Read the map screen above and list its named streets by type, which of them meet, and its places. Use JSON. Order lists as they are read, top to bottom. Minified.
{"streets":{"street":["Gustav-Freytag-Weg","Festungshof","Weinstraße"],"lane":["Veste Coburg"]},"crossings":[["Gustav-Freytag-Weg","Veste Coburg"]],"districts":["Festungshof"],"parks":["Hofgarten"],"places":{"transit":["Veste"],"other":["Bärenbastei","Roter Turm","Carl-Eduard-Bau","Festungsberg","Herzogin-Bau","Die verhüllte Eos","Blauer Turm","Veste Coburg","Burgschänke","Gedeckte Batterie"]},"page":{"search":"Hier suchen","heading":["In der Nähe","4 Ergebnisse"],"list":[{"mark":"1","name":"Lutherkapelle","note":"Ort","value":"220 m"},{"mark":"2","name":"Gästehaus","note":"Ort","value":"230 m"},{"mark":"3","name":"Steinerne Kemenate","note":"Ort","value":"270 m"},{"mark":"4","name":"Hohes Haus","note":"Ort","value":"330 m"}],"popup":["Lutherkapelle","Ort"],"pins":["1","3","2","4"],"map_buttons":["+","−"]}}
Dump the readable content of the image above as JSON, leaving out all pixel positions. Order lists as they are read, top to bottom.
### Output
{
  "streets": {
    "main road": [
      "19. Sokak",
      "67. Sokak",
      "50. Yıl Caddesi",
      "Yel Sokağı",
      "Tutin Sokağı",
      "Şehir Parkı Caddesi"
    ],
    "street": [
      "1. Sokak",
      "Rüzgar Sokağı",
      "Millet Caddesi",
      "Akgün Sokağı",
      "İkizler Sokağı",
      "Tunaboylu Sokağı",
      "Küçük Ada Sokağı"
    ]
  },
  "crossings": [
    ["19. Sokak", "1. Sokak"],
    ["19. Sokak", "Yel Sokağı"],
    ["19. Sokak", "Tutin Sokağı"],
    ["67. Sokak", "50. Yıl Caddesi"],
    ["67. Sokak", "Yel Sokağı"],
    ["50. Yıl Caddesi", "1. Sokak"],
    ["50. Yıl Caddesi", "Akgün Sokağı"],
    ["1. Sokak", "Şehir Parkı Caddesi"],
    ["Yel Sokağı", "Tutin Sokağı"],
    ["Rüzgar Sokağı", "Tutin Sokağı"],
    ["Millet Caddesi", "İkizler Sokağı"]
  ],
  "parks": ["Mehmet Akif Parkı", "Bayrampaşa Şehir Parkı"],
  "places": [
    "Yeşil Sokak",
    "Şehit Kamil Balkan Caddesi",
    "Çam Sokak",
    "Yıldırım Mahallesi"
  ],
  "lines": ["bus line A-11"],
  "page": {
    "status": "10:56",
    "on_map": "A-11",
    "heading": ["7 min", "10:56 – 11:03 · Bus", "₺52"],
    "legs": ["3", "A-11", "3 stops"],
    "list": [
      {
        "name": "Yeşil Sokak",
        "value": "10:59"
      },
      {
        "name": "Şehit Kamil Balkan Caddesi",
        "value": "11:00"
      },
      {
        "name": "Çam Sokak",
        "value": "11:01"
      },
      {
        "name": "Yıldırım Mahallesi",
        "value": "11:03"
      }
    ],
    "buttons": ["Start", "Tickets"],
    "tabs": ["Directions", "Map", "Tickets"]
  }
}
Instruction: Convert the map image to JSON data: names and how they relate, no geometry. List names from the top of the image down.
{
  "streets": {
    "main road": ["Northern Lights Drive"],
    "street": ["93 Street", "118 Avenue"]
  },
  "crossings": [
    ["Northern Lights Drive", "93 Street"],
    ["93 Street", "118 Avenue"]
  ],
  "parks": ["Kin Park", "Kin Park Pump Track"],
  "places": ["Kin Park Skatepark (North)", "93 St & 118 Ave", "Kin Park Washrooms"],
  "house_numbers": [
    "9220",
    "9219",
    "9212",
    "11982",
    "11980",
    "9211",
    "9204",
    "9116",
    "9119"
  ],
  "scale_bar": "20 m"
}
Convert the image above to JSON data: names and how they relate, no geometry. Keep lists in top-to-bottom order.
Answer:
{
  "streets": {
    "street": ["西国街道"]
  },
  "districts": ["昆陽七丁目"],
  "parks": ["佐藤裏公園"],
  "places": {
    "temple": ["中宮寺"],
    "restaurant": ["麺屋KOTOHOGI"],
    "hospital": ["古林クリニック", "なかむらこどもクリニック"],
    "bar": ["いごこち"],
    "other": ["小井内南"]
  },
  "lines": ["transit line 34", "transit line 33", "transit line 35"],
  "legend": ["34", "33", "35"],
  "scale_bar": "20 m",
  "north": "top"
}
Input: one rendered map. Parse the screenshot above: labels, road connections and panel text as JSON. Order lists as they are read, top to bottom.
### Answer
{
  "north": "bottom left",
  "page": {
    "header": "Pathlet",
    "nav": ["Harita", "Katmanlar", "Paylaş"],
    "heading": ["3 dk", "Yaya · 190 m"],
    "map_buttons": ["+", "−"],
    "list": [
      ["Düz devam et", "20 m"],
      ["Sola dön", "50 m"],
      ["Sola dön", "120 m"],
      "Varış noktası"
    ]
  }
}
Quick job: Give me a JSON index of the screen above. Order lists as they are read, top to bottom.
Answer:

☆ ☆ ☆ ☆ ☆

With no line omitted, copy all the data exactly.

Read the map screen above and list its named streets by type, which of them meet, and its places. Use JSON. Order lists as they are read, top to bottom. Minified.
{"streets":{"street":["Gustav-Freytag-Weg","Festungshof","Weinstraße"],"lane":["Veste Coburg"]},"crossings":[["Gustav-Freytag-Weg","Veste Coburg"]],"districts":["Festungshof"],"parks":["Hofgarten"],"places":{"transit":["Veste"],"other":["Bärenbastei","Roter Turm","Carl-Eduard-Bau","Festungsberg","Herzogin-Bau","Die verhüllte Eos","Blauer Turm","Veste Coburg","Burgschänke","Gedeckte Batterie"]},"page":{"search":"Hier suchen","heading":["In der Nähe","4 Ergebnisse"],"list":[{"mark":"1","name":"Lutherkapelle","note":"Ort","value":"220 m"},{"mark":"2","name":"Gästehaus","note":"Ort","value":"230 m"},{"mark":"3","name":"Steinerne Kemenate","note":"Ort","value":"270 m"},{"mark":"4","name":"Hohes Haus","note":"Ort","value":"330 m"}],"popup":["Lutherkapelle","Ort"],"pins":["1","3","2","4"],"map_buttons":["+","−"]}}
Dump the readable content of the image above as JSON, leaving out all pixel positions. Order lists as they are read, top to bottom.
### Output
{
  "streets": {
    "main road": [
      "19. Sokak",
      "67. Sokak",
      "50. Yıl Caddesi",
      "Yel Sokağı",
      "Tutin Sokağı",
      "Şehir Parkı Caddesi"
    ],
    "street": [
      "1. Sokak",
      "Rüzgar Sokağı",
      "Millet Caddesi",
      "Akgün Sokağı",
      "İkizler Sokağı",
      "Tunaboylu Sokağı",
      "Küçük Ada Sokağı"
    ]
  },
  "crossings": [
    ["19. Sokak", "1. Sokak"],
    ["19. Sokak", "Yel Sokağı"],
    ["19. Sokak", "Tutin Sokağı"],
    ["67. Sokak", "50. Yıl Caddesi"],
    ["67. Sokak", "Yel Sokağı"],
    ["50. Yıl Caddesi", "1. Sokak"],
    ["50. Yıl Caddesi", "Akgün Sokağı"],
    ["1. Sokak", "Şehir Parkı Caddesi"],
    ["Yel Sokağı", "Tutin Sokağı"],
    ["Rüzgar Sokağı", "Tutin Sokağı"],
    ["Millet Caddesi", "İkizler Sokağı"]
  ],
  "parks": ["Mehmet Akif Parkı", "Bayrampaşa Şehir Parkı"],
  "places": [
    "Yeşil Sokak",
    "Şehit Kamil Balkan Caddesi",
    "Çam Sokak",
    "Yıldırım Mahallesi"
  ],
  "lines": ["bus line A-11"],
  "page": {
    "status": "10:56",
    "on_map": "A-11",
    "heading": ["7 min", "10:56 – 11:03 · Bus", "₺52"],
    "legs": ["3", "A-11", "3 stops"],
    "list": [
      {
        "name": "Yeşil Sokak",
        "value": "10:59"
      },
      {
        "name": "Şehit Kamil Balkan Caddesi",
        "value": "11:00"
      },
      {
        "name": "Çam Sokak",
        "value": "11:01"
      },
      {
        "name": "Yıldırım Mahallesi",
        "value": "11:03"
      }
    ],
    "buttons": ["Start", "Tickets"],
    "tabs": ["Directions", "Map", "Tickets"]
  }
}
Instruction: Convert the map image to JSON data: names and how they relate, no geometry. List names from the top of the image down.
{
  "streets": {
    "main road": ["Northern Lights Drive"],
    "street": ["93 Street", "118 Avenue"]
  },
  "crossings": [
    ["Northern Lights Drive", "93 Street"],
    ["93 Street", "118 Avenue"]
  ],
  "parks": ["Kin Park", "Kin Park Pump Track"],
  "places": ["Kin Park Skatepark (North)", "93 St & 118 Ave", "Kin Park Washrooms"],
  "house_numbers": [
    "9220",
    "9219",
    "9212",
    "11982",
    "11980",
    "9211",
    "9204",
    "9116",
    "9119"
  ],
  "scale_bar": "20 m"
}
Convert the image above to JSON data: names and how they relate, no geometry. Keep lists in top-to-bottom order.
Answer:
{
  "streets": {
    "street": ["西国街道"]
  },
  "districts": ["昆陽七丁目"],
  "parks": ["佐藤裏公園"],
  "places": {
    "temple": ["中宮寺"],
    "restaurant": ["麺屋KOTOHOGI"],
    "hospital": ["古林クリニック", "なかむらこどもクリニック"],
    "bar": ["いごこち"],
    "other": ["小井内南"]
  },
  "lines": ["transit line 34", "transit line 33", "transit line 35"],
  "legend": ["34", "33", "35"],
  "scale_bar": "20 m",
  "north": "top"
}
Input: one rendered map. Parse the screenshot above: labels, road connections and panel text as JSON. Order lists as they are read, top to bottom.
### Answer
{
  "north": "bottom left",
  "page": {
    "header": "Pathlet",
    "nav": ["Harita", "Katmanlar", "Paylaş"],
    "heading": ["3 dk", "Yaya · 190 m"],
    "map_buttons": ["+", "−"],
    "list": [
      ["Düz devam et", "20 m"],
      ["Sola dön", "50 m"],
      ["Sola dön", "120 m"],
      "Varış noktası"
    ]
  }
}
Quick job: Give me a JSON index of the screen above. Order lists as they are read, top to bottom.
Answer:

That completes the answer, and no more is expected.